A Fluorescent Compound Generated during Periplasmic Expression of CYP105D1 Is a URO—We recently reported that an E. coli strain harboring an engineered pLi-CYP105D1 plasmid expressed an exportable form of the Streptomyces griseus CYP105D1 under the transcriptional control of the tightly regulated phoA promoter (23). The periplasmic localization of CYP105D1 was facilitated by N-terminal appendage of a bacterial secretory signal that utilizes the sec-dependent translocon export pathway (24). The pre-CYP105D1 was correctly processed, folded, and heme-assembled to yield substantial quantities of the functional recombinant hemoprotein in the periplasm.

E. coli pLi-CYP105D1 cultured in the MOPS medium in the presence of 1 mM ALA for periods ranging from 12 to 36 h displayed a strong brown hue in contrast to comparably cultured control cells containing the progenitor plasmid pLi-Q lacking cyp105D1. The color was partly attributed to the presence of significant quantities of the holo-CYP105D1 that had accrued in the periplasm. Interestingly, UV illumination of E. coli pLi-CYP105D1 but not E. coli pLi-Q cells exhibited an intense red fluorescence emission. Preliminary subfractionation studies indicated that the fluorescent agent(s) was particularly concentrated in the periplasmic extract.
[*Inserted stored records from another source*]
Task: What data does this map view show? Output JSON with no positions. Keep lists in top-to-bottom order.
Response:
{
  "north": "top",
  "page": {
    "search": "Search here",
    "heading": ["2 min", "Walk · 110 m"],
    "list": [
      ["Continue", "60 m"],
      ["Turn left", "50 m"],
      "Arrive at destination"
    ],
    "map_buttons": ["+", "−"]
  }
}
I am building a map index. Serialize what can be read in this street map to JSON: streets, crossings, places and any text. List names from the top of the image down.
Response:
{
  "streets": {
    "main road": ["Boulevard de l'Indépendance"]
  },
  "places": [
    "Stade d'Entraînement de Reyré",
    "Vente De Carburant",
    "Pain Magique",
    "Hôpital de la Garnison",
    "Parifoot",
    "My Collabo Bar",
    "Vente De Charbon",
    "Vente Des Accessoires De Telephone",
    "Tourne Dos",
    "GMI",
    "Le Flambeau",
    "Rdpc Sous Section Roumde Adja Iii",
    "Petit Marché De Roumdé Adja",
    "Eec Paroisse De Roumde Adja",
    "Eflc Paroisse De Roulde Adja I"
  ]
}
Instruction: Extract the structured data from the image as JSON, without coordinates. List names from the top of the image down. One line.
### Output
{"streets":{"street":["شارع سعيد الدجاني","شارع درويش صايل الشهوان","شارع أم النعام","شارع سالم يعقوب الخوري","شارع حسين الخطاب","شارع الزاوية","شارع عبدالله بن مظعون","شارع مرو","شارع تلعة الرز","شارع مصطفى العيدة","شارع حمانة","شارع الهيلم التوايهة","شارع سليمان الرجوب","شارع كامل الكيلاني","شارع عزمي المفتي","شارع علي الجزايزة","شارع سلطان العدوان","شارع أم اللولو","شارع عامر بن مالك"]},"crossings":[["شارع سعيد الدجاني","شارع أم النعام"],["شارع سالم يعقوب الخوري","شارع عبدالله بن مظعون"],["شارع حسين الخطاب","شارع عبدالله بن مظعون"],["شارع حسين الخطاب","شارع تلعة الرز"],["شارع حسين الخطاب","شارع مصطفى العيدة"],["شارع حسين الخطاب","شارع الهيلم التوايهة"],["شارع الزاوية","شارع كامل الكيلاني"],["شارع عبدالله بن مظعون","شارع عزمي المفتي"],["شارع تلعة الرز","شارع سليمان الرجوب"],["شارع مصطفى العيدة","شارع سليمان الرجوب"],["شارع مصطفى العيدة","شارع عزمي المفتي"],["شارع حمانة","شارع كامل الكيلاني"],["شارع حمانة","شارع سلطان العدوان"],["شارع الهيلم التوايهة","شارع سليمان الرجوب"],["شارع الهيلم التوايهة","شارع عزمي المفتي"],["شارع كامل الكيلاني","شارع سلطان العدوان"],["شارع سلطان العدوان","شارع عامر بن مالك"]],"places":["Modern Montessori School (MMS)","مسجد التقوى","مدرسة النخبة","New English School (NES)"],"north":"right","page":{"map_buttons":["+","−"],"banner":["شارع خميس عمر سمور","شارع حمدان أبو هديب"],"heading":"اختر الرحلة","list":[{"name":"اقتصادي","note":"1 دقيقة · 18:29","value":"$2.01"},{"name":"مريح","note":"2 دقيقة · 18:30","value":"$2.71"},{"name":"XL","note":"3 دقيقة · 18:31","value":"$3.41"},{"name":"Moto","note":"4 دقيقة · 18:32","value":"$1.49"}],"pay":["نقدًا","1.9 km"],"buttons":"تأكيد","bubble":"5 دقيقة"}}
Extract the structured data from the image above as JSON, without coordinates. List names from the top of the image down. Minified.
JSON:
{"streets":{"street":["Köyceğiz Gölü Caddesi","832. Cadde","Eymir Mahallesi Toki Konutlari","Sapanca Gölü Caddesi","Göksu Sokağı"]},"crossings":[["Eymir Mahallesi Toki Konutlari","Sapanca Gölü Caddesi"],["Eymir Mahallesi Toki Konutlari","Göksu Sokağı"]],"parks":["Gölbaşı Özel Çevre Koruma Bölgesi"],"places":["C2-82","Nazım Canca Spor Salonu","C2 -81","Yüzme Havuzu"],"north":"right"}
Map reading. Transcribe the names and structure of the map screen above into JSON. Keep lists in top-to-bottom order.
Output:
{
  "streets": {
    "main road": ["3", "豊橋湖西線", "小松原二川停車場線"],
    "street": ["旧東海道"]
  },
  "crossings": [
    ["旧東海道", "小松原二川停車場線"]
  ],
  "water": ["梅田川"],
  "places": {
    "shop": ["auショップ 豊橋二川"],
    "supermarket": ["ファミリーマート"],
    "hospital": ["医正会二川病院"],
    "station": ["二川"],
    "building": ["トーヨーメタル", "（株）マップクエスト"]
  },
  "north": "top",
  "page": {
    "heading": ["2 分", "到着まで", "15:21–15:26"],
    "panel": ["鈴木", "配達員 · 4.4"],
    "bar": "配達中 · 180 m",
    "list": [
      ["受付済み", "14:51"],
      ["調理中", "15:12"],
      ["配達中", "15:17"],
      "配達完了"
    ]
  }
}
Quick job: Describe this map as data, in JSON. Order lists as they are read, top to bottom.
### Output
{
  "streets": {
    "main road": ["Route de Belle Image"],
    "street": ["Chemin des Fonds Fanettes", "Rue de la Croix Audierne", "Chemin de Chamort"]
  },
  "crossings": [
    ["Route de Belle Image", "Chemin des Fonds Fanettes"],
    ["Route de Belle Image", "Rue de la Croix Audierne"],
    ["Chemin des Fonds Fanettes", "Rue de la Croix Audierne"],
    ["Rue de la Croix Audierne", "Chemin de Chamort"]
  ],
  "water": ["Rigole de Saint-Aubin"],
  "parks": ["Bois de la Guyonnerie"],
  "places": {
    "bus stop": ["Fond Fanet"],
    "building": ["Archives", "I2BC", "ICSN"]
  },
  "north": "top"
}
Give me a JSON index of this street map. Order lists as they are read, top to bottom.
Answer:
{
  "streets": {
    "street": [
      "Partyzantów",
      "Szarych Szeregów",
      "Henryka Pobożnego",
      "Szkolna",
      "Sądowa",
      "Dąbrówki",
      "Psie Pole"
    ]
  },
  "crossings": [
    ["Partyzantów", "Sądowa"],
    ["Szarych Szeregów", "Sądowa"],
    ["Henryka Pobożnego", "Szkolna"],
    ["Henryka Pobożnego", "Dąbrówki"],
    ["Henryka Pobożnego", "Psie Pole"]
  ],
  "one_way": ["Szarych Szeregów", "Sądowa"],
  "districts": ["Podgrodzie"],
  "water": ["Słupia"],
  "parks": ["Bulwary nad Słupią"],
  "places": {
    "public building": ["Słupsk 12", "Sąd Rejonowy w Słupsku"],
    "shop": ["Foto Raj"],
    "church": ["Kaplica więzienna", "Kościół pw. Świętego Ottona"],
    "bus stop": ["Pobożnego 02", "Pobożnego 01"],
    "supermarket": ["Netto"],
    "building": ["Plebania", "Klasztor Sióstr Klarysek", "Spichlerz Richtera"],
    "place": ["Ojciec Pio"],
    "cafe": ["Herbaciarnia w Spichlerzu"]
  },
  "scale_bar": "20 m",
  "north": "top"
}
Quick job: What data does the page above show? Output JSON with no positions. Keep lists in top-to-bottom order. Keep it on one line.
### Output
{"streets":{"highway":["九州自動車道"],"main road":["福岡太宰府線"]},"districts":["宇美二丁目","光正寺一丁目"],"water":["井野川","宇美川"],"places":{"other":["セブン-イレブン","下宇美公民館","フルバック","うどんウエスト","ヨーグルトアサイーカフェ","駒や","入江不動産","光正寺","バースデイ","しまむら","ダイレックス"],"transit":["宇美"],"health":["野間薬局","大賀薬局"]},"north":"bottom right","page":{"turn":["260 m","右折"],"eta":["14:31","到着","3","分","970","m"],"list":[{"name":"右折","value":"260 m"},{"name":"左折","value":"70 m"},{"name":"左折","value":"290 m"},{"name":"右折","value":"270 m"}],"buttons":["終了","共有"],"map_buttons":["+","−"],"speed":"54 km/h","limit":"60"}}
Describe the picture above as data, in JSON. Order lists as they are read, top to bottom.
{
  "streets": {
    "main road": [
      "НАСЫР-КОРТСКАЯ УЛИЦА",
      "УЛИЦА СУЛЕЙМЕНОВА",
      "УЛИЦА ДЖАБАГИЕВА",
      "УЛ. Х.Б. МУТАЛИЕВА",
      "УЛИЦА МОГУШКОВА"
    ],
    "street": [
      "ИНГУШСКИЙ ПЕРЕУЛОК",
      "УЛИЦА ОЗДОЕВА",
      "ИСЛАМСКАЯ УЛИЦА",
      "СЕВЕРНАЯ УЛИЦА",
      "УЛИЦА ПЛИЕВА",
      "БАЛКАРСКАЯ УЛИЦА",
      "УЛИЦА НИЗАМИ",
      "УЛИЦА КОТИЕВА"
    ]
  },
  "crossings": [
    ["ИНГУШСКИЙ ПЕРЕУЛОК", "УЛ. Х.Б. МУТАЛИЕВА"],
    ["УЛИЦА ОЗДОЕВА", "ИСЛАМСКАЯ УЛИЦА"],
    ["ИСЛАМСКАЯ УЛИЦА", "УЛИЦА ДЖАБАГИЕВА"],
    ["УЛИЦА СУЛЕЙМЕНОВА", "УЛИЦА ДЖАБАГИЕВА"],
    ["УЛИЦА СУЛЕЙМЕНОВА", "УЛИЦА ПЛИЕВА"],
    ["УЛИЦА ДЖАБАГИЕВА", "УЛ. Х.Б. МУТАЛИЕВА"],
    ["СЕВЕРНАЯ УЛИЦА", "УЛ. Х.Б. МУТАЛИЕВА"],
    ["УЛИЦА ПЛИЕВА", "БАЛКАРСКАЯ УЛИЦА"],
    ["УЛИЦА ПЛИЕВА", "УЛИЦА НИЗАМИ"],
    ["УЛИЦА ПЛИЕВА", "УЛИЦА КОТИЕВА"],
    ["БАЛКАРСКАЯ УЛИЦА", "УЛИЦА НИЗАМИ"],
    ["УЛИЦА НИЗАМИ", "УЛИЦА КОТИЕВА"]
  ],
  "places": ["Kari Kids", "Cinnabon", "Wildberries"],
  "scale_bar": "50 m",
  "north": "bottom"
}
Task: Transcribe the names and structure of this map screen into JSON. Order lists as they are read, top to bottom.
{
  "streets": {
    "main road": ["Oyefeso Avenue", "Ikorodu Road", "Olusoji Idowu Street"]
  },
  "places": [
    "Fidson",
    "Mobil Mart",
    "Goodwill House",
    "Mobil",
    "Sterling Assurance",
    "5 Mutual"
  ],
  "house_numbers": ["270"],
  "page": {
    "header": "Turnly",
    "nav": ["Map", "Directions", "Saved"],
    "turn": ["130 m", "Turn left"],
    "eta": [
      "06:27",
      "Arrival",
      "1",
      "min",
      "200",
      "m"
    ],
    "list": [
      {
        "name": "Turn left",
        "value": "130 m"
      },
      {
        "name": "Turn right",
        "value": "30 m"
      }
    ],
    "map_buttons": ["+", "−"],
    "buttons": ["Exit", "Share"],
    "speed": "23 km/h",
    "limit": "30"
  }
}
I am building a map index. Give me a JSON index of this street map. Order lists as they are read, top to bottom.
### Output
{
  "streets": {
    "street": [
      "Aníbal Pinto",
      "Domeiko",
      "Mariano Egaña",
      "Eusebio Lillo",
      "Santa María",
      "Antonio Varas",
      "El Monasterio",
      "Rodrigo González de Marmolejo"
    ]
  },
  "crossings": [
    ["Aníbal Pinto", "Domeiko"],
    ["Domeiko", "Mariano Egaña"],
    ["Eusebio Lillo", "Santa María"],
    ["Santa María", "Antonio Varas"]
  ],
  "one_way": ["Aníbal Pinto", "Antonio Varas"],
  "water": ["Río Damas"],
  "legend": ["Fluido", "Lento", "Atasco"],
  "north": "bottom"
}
In order to isolate and characterize the fluorescent compound(s), the periplasmic extract from E. coli pLi-CYP105D1 was subjected to anion exchange separation by DEAE-Sepharose CL-6B chromatography. Following sequential washes with 0.1, 0.2, and 0.3 M NaCl in TA, an intense dark brown layer remained firmly bound to the column. A further wash with 0.5 M NaCl in TA eluted a light brown-colored fraction containing the CYP105D1 protein together with a pigment that showed predominant absorption peaks between 486 and 492 nm. A final wash with 1 M NaCl in TA displaced a rose-colored fraction that gave an intense red fluorescence upon UV light illumination. Spectrofluorometric analysis of the isolated compound(s) upon excitation at 398 nm displayed a major emission peak at 615 nm together with smaller peaks 642 and 678 nm (Fig. 1). Absorption spectroscopy in the visible region gave a major peak at 398 nm (Fig. 2A) with four smaller peaks at 502, 538, 560, and 612 nm (Fig. 2B); the spectrum matched well with that of authentic URO I (25). The etio-nature of the UV-visible spectrum suggested that the potential URO was in a metal-free state (26). Acidification of the solution with HCl (0.2 M final concentration) shifted the Soret absorption peak to 406 nm (Fig. 3A) and yielded two additional minor peaks at 550 and 592 nm (Fig. 3B). Further analysis of the pigment(s) by electrospray ionization spectrometry revealed a major, stable predominant species with a relative molecular mass of 831 (Fig. 4) that was not detectable in the E. coli pLi-Q extract. The spectral characteristics and the mass of the bacterially produced fluorescent compound were identical to a commercially obtained authentic URO I (Figs. 2, 3, 4). This could be indicative of URO I, but notably URO III, the counterpart physiological isomer, also has identical spectral characteristics. However, further comparison of the unknown pigment with the two authentic pigments by HPLC analysis (22) identified type I isomer as the major species, constituting about 85%. Identification was further confirmed by thin layer chromatography (27), whereby the relative mobility of the bacterial pigment matched with the authentic URO I. Under the present conditions of analysis, other intermediates of the pathway such as hepta-, hexa-, penta-, and tetracarboxylporphyrins were not detected.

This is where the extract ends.